Ma a sceglierli sono i cittadini. Immaginiamo l’elezione del Presidente della Repubblica diretta: sarebbe una campagna elettorale intrisa di retorica, strumentale; una prova di forza per i partiti, uno smacco alla più alta carica dello Stato. Diventerebbe solamente un’altra partita da portarsi a casa, a qualunque costo; un’elezione in balia dell’emotività dell’elettorato, talvolta strumentalizzato dai partiti: l’integrità della Presidenza sarebbe incrinata e non più in grado di svolgere il ruolo nella sua indipendenza. Come avremmo la garanzia che un o una Presidente espressione di una fazione – o partito – politica garantirebbe l’imparzialità necessaria per la migliore interpretazione della Costituzione?
Semplice, non ce l’abbiamo, ed è meglio così. Nonostante la crisi della rappresentanza ormai cronica dei partiti, incapaci di organizzare la vita politica del Paese, perché sfilacciati al loro interno e troppo concentrati su scadenze a breve termine – si vedano la legge elettorale ed elezioni politiche 2023. Partiti ancora più divisi e indeboliti dopo la settimana quirinalizia. Ma abbandonare il nostro modello di rappresentanza significa minimizzare e, molto probabilmente, macchiare l’unica carica tuttora intatta dalla morsa mediatica e populista.

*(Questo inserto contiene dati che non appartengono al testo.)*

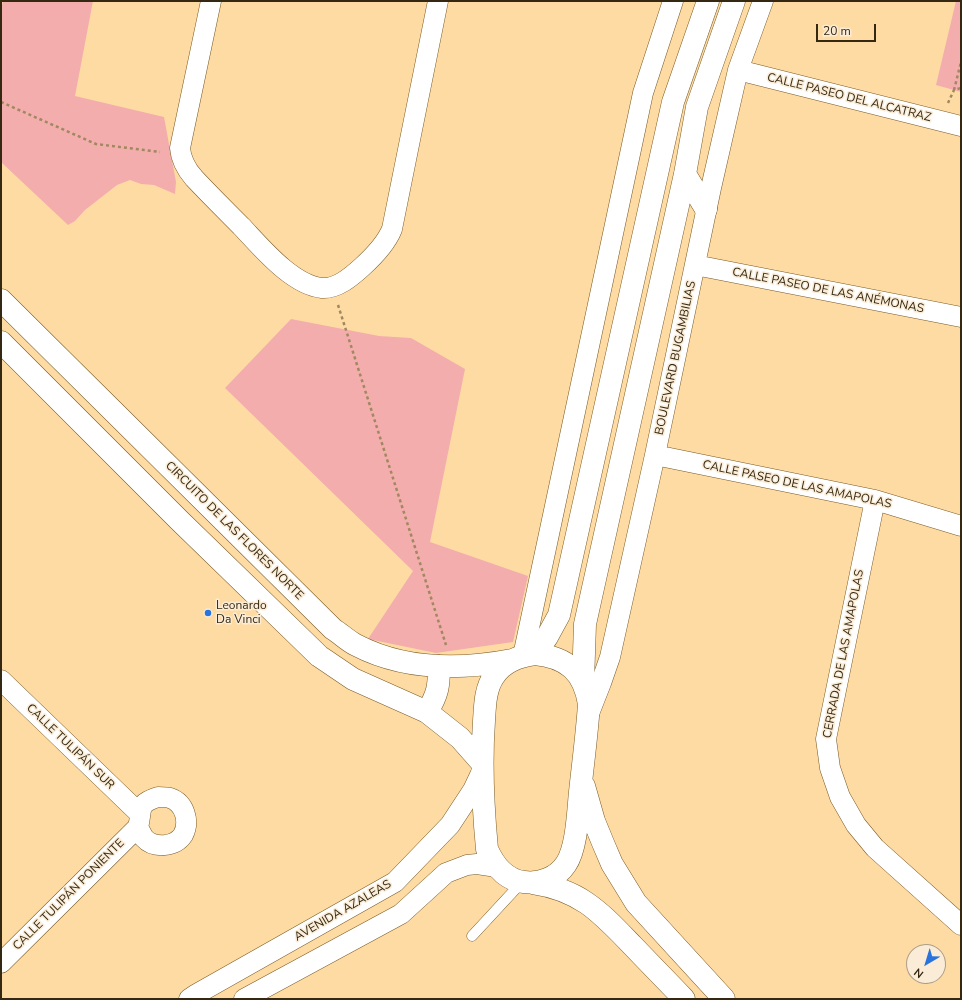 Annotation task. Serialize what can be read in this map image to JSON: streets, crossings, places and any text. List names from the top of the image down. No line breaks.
{"streets":{"street":["CALLE PASEO DEL ALCATRAZ","CALLE PASEO DE LAS ANÉMONAS","BOULEVARD BUGAMBILIAS","CALLE PASEO DE LAS AMAPOLAS","CIRCUITO DE LAS FLORES NORTE","CERRADA DE LAS AMAPOLAS","CALLE TULIPÁN SUR","CALLE TULIPÁN PONIENTE","AVENIDA AZALEAS"]},"crossings":[["CALLE PASEO DEL ALCATRAZ","BOULEVARD BUGAMBILIAS"],["CALLE PASEO DE LAS ANÉMONAS","BOULEVARD BUGAMBILIAS"],["BOULEVARD BUGAMBILIAS","CALLE PASEO DE LAS AMAPOLAS"],["CALLE PASEO DE LAS AMAPOLAS","CERRADA DE LAS AMAPOLAS"],["CALLE TULIPÁN SUR","CALLE TULIPÁN PONIENTE"]],"places":["Leonardo Da Vinci"],"scale_bar":"20 m","north":"bottom left"} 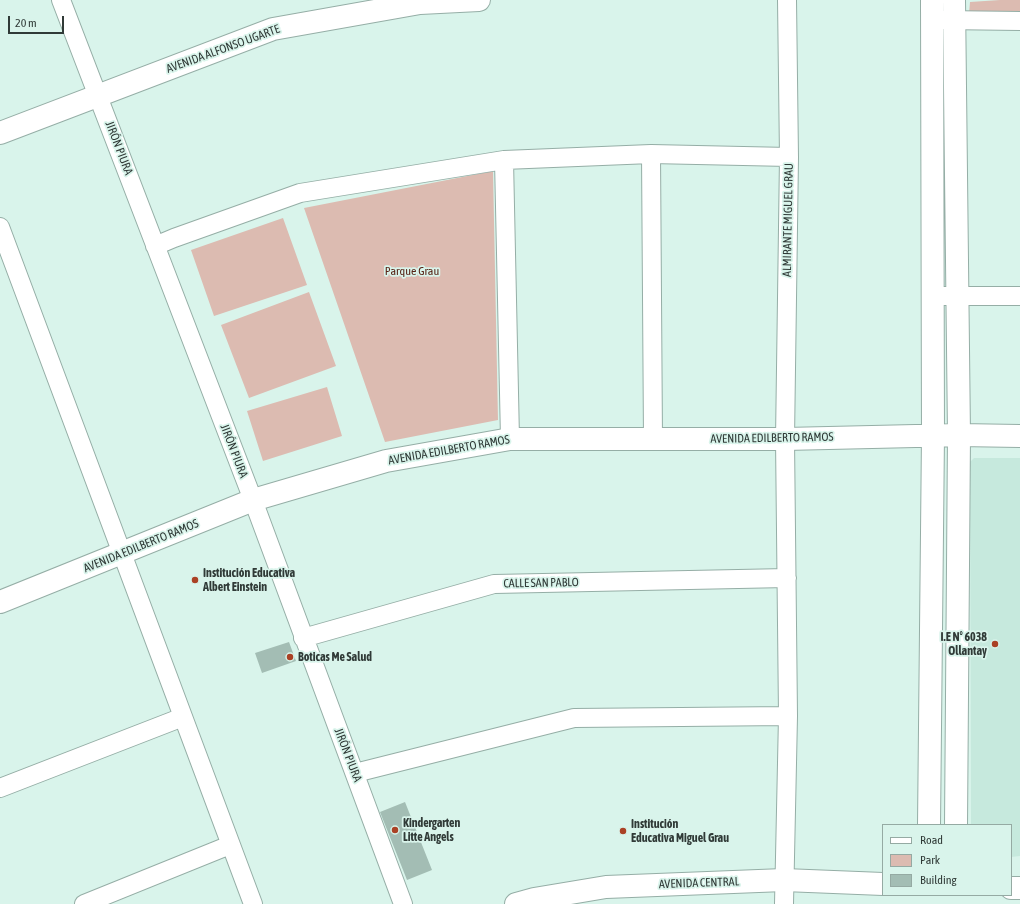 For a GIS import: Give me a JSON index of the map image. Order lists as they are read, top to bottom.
{
  "streets": {
    "street": [
      "AVENIDA ALFONSO UGARTE",
      "JIRÓN PIURA",
      "ALMIRANTE MIGUEL GRAU",
      "AVENIDA EDILBERTO RAMOS",
      "CALLE SAN PABLO",
      "AVENIDA CENTRAL"
    ]
  },
  "crossings": [
    ["AVENIDA ALFONSO UGARTE", "JIRÓN PIURA"],
    ["JIRÓN PIURA", "AVENIDA EDILBERTO RAMOS"],
    ["JIRÓN PIURA", "CALLE SAN PABLO"],
    ["ALMIRANTE MIGUEL GRAU", "AVENIDA EDILBERTO RAMOS"],
    ["ALMIRANTE MIGUEL GRAU", "CALLE SAN PABLO"],
    ["ALMIRANTE MIGUEL GRAU", "AVENIDA CENTRAL"]
  ],
  "parks": ["Parque Grau"],
  "places": [
    "Institución Educativa Albert Einstein",
    "I.E N° 6038 Ollantay",
    "Boticas Me Salud",
    "Kindergarten Litte Angels",
    "Institución Educativa Miguel Grau"
  ],
  "legend": ["Road", "Park", "Building"],
  "scale_bar": "20 m"
} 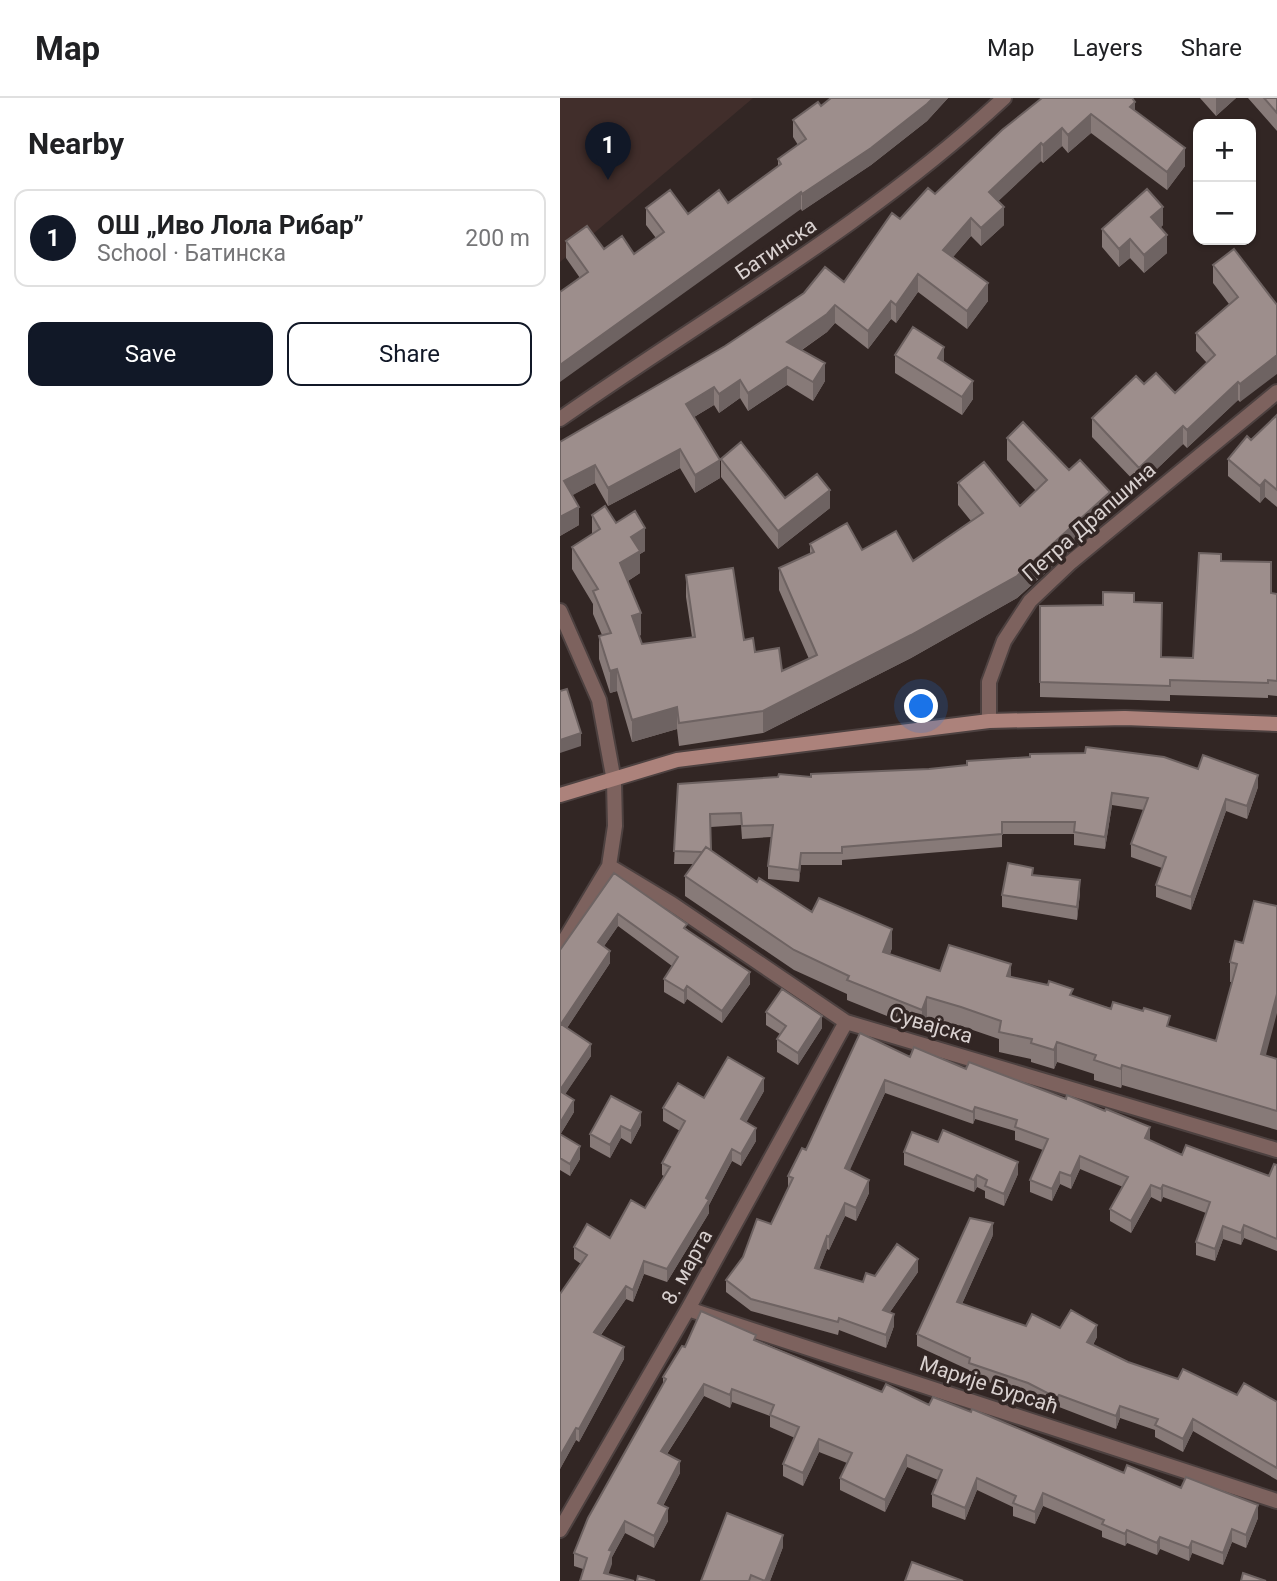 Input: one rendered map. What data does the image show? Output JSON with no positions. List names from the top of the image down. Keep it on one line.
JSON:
{"streets":{"street":["Батинска","Петра Драпшина","Сувајска","8. марта","Марије Бурсаћ"]},"crossings":[["Сувајска","8. марта"],["8. марта","Марије Бурсаћ"]],"page":{"header":"Map","nav":["Map","Layers","Share"],"heading":"Nearby","map_buttons":["+","−"],"pins":"1","list":[{"mark":"1","name":"ОШ „Иво Лола Рибар”","note":"School · Батинска","value":"200 m"}],"buttons":["Save","Share"]}} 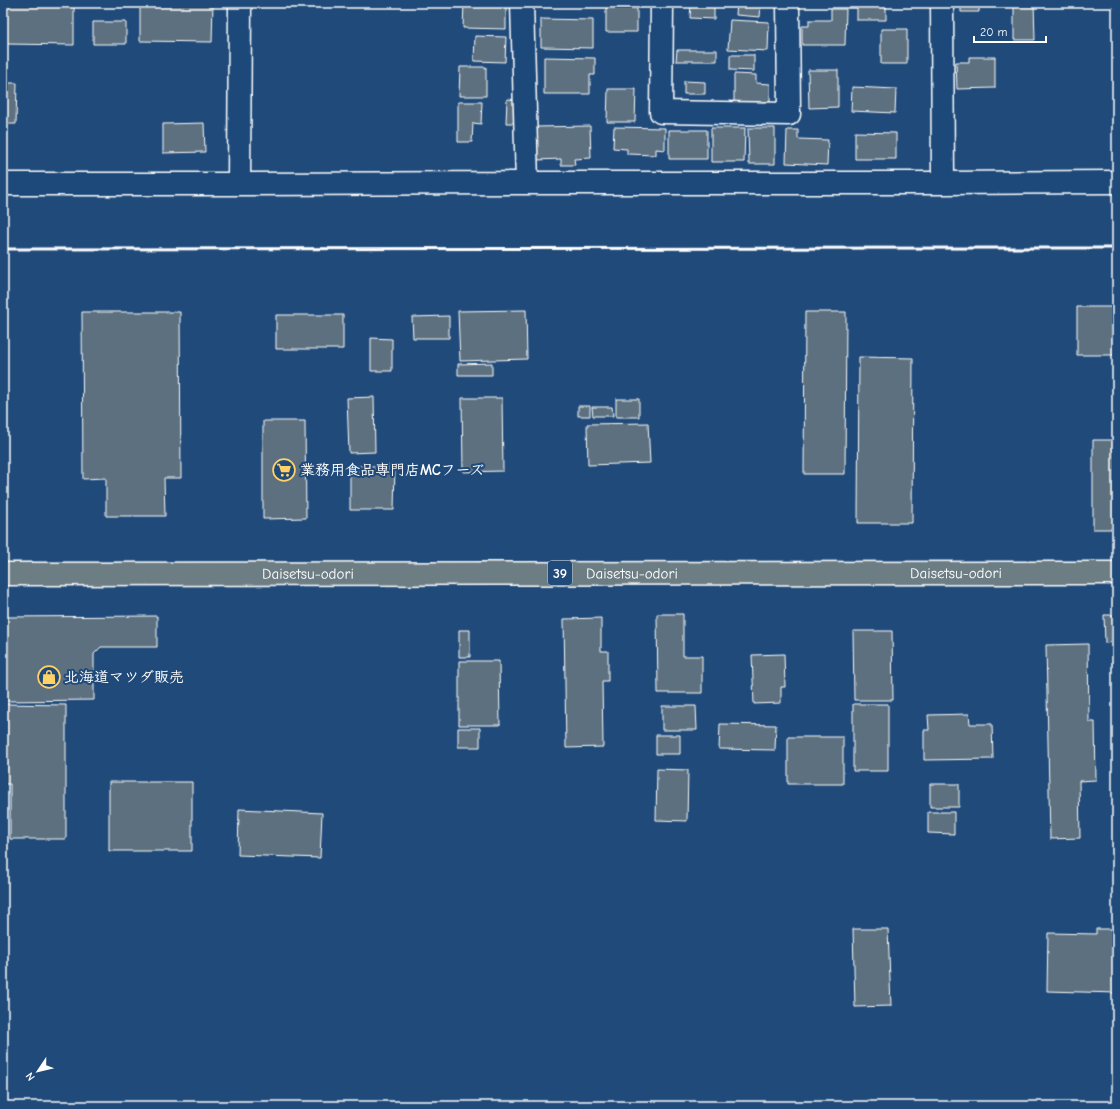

Oggi abbiamo la garanzia che, nonostante tutto, l’elezione del Presidente della Repubblica è frutto di consultazioni lunghe, talvolta sofferte, dei grandi elettori, costretti a misurarsi con la responsabilità pubblica a loro carico. Nelle parole del rieletto Presidente Sergio Mattarella, “la qualità stessa e il prestigio della rappresentanza dipendono, in misura non marginale, dalla capacità dei partiti di esprimere ciò che emerge nei diversi ambiti della vita economica e sociale, di favorire la partecipazione, di allenare al confronto.” Qualità oggi bassa, vero, a causa dell’incapacità dei partiti di sviluppare politiche attive di lungo periodo, che guardino allo sviluppo del Paese e non ai prossimi appuntamenti elettorali, ma pur sempre migliorabile nel perimetro del modello di democrazia rappresentativa. Il presidenzialismo, invece, sarebbe un punto di non ritorno, una mano tesa all’irresponsabilità della classe politica, ora non più moralmente vincolata alla necessità di coesione per il Paese che deriva dall’elezione del Capo dello Stato.